[Data shown Boundary: Start]

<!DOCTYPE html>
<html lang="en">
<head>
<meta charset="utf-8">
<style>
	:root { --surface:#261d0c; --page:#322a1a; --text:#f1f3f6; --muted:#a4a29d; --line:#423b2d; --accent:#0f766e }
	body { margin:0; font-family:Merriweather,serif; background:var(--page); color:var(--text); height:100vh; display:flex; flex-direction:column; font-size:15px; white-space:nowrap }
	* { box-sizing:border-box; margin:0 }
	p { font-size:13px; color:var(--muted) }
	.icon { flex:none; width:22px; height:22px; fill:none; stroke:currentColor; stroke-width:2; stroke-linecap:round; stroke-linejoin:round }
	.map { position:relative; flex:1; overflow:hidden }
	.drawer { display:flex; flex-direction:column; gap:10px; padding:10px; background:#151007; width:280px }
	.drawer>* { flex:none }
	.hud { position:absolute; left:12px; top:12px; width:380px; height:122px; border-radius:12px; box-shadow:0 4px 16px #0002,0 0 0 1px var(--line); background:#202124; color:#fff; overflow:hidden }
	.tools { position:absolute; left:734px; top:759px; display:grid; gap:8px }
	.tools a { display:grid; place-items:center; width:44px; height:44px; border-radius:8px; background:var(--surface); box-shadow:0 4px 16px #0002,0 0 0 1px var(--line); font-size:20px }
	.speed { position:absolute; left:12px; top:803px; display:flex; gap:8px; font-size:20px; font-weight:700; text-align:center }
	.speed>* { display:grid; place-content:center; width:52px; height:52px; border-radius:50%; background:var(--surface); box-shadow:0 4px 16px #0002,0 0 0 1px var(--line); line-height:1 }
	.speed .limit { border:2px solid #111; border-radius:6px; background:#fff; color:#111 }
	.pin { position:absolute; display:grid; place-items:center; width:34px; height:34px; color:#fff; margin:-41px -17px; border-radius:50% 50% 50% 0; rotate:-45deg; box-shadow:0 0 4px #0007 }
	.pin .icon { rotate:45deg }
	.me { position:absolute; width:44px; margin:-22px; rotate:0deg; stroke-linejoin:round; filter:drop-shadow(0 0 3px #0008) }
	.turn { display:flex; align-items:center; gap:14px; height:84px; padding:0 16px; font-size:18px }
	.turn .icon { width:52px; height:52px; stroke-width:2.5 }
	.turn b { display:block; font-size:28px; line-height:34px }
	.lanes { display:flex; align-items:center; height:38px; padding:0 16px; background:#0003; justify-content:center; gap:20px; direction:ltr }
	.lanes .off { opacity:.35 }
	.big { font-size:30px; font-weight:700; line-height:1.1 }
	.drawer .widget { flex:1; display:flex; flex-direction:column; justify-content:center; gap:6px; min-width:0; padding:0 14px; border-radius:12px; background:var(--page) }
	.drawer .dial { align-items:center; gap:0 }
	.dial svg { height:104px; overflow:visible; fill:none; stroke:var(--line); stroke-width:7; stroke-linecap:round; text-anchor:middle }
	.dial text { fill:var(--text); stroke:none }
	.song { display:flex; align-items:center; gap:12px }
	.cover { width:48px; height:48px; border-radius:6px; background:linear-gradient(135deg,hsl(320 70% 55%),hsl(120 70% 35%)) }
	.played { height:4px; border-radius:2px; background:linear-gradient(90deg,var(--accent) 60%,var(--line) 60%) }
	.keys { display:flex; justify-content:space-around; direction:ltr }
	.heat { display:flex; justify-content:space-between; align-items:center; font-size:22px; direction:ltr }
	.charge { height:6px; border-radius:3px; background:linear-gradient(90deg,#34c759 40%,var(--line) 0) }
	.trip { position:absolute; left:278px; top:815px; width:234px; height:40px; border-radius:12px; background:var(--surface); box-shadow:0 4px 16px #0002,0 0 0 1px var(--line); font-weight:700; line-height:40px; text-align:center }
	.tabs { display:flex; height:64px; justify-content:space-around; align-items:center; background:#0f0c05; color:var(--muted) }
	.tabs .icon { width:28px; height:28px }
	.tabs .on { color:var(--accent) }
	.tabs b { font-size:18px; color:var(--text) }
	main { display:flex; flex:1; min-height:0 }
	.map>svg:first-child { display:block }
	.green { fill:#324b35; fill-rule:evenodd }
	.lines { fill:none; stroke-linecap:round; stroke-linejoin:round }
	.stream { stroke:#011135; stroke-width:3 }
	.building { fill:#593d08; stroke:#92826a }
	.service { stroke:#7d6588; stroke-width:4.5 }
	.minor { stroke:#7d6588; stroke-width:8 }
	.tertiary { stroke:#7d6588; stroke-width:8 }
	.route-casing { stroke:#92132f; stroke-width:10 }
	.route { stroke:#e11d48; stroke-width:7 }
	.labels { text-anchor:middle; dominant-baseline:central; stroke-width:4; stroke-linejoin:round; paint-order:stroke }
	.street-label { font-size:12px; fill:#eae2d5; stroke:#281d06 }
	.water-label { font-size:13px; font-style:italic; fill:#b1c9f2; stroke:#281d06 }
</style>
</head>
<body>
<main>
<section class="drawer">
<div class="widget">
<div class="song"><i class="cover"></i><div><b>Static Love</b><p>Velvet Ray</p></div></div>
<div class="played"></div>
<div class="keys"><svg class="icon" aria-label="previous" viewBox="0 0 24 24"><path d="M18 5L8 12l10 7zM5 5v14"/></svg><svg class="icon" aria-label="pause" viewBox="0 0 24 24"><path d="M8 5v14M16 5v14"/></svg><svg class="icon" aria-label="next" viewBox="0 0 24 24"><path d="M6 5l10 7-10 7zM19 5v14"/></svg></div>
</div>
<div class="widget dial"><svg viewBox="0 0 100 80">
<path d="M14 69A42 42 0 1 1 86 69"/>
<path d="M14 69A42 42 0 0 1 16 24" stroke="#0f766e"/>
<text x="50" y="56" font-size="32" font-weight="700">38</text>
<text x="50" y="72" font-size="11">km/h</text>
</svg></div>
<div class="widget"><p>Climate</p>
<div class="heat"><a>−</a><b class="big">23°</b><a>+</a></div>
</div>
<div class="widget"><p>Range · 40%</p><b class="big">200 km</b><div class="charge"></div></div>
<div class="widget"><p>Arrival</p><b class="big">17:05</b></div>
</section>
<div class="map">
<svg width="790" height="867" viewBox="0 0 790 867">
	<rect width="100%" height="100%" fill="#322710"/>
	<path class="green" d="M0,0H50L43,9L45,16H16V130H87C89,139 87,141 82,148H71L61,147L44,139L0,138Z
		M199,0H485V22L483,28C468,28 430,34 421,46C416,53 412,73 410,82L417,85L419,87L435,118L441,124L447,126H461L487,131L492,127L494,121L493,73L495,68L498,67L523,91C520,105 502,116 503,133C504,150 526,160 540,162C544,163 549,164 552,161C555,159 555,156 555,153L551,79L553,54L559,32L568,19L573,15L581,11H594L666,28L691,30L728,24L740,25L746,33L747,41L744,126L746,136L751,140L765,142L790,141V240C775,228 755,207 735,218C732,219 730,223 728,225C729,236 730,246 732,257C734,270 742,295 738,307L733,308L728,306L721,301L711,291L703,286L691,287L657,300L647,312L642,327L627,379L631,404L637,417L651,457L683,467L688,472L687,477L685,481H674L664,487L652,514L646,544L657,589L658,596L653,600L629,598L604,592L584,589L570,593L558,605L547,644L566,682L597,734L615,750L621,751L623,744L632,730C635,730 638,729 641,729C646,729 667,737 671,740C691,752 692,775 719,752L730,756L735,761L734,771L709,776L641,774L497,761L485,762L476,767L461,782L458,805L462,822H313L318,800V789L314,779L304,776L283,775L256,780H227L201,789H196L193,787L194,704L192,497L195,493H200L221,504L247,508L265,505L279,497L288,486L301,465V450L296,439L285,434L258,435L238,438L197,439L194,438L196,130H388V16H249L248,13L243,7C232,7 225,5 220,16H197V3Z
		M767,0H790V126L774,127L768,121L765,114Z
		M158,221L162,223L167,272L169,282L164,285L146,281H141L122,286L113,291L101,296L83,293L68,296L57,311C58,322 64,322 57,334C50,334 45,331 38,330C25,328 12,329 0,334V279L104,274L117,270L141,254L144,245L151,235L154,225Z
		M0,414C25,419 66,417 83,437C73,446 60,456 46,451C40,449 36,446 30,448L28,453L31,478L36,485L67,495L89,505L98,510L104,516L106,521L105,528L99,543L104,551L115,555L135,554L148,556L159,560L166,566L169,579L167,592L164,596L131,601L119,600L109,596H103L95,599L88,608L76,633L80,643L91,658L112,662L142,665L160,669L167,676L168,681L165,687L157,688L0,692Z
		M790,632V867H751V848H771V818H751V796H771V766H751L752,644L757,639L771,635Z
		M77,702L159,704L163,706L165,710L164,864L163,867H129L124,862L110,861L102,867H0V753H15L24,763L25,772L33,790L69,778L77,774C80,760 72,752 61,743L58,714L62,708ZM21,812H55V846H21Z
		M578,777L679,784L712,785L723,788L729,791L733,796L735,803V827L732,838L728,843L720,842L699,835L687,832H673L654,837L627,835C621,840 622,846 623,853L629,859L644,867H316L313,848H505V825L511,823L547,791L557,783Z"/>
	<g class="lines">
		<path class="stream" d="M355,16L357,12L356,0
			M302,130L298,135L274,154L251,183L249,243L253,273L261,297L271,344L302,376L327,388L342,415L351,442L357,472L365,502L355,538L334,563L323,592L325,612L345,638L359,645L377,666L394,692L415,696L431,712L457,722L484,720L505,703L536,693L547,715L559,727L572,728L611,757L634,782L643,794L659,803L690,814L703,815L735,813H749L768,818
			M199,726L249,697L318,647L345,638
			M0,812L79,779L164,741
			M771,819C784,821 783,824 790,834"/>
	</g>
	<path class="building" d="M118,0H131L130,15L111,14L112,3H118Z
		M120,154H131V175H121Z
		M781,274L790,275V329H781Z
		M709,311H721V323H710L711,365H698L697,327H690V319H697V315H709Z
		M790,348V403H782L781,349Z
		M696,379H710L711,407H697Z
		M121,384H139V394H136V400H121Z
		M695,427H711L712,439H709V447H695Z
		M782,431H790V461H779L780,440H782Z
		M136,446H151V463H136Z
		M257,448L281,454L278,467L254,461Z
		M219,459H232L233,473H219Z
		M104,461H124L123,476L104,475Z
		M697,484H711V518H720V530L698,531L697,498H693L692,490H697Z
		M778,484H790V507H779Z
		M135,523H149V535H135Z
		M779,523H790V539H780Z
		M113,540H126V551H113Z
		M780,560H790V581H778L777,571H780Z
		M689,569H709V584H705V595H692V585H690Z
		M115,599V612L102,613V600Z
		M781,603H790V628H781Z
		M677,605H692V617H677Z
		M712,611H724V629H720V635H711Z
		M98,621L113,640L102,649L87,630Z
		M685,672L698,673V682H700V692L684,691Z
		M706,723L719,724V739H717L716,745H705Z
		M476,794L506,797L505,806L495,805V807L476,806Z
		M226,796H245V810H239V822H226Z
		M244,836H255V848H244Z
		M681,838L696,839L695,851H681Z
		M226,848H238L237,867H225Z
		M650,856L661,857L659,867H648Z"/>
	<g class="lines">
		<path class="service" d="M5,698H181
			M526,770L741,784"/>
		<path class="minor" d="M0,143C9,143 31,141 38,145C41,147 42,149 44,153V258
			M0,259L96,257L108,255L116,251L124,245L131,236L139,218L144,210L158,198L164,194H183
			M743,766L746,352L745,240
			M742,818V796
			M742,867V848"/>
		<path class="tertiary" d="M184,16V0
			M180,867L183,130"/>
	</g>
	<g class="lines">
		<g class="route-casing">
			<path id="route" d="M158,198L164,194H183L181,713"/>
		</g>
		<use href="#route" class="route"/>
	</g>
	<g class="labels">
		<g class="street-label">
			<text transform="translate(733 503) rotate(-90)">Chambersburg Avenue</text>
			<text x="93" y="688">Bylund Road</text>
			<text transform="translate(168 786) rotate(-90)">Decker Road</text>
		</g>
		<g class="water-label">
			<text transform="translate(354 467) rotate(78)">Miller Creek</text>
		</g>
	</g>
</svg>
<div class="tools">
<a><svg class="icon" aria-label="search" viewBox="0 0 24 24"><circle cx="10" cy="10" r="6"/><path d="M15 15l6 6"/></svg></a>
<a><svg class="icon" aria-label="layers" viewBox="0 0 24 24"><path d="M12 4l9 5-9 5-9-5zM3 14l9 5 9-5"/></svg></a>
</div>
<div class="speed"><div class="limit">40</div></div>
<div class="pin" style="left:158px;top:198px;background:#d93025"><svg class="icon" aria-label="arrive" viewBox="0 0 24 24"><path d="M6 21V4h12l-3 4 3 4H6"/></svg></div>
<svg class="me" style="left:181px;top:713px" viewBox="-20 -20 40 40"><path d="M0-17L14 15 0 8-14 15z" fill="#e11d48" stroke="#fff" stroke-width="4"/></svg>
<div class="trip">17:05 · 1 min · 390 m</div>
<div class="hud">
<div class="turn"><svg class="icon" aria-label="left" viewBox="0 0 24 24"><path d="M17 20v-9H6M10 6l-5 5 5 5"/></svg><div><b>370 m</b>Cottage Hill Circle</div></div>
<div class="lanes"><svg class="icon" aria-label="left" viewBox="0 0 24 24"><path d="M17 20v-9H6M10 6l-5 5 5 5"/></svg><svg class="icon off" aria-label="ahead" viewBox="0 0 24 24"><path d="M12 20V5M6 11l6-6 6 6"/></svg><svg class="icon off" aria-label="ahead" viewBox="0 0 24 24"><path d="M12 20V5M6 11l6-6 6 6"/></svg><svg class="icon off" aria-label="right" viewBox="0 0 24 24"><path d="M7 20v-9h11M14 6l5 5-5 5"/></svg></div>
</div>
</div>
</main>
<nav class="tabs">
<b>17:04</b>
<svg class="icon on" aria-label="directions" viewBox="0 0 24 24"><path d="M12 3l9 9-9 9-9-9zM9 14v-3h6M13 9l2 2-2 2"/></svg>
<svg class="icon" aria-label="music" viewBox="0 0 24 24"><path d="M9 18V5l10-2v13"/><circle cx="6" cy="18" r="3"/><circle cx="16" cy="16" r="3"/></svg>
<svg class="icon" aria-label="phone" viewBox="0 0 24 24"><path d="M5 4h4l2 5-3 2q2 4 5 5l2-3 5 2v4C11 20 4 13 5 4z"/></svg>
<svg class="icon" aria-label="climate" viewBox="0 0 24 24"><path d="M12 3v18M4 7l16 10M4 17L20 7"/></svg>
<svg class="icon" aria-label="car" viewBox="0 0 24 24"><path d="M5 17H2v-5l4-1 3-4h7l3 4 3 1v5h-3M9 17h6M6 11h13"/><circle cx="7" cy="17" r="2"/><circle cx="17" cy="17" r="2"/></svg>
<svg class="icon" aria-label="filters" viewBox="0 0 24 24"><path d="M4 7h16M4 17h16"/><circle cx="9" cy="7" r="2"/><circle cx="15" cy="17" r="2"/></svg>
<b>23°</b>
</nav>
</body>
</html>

[Data shown Boundary: End]

# Activity:
Output exactly the leading lines of the data, up to and including the line marked by "--surface:#261d0c; --page:#322a1a; --text:#f1f3f6;".

# Result for this exercise:
<!DOCTYPE html>
<html lang="en">
<head>
<meta charset="utf-8">
<style>
	:root { --surface:#261d0c; --page:#322a1a; --text:#f1f3f6; --muted:#a4a29d; --line:#423b2d; --accent:#0f766e }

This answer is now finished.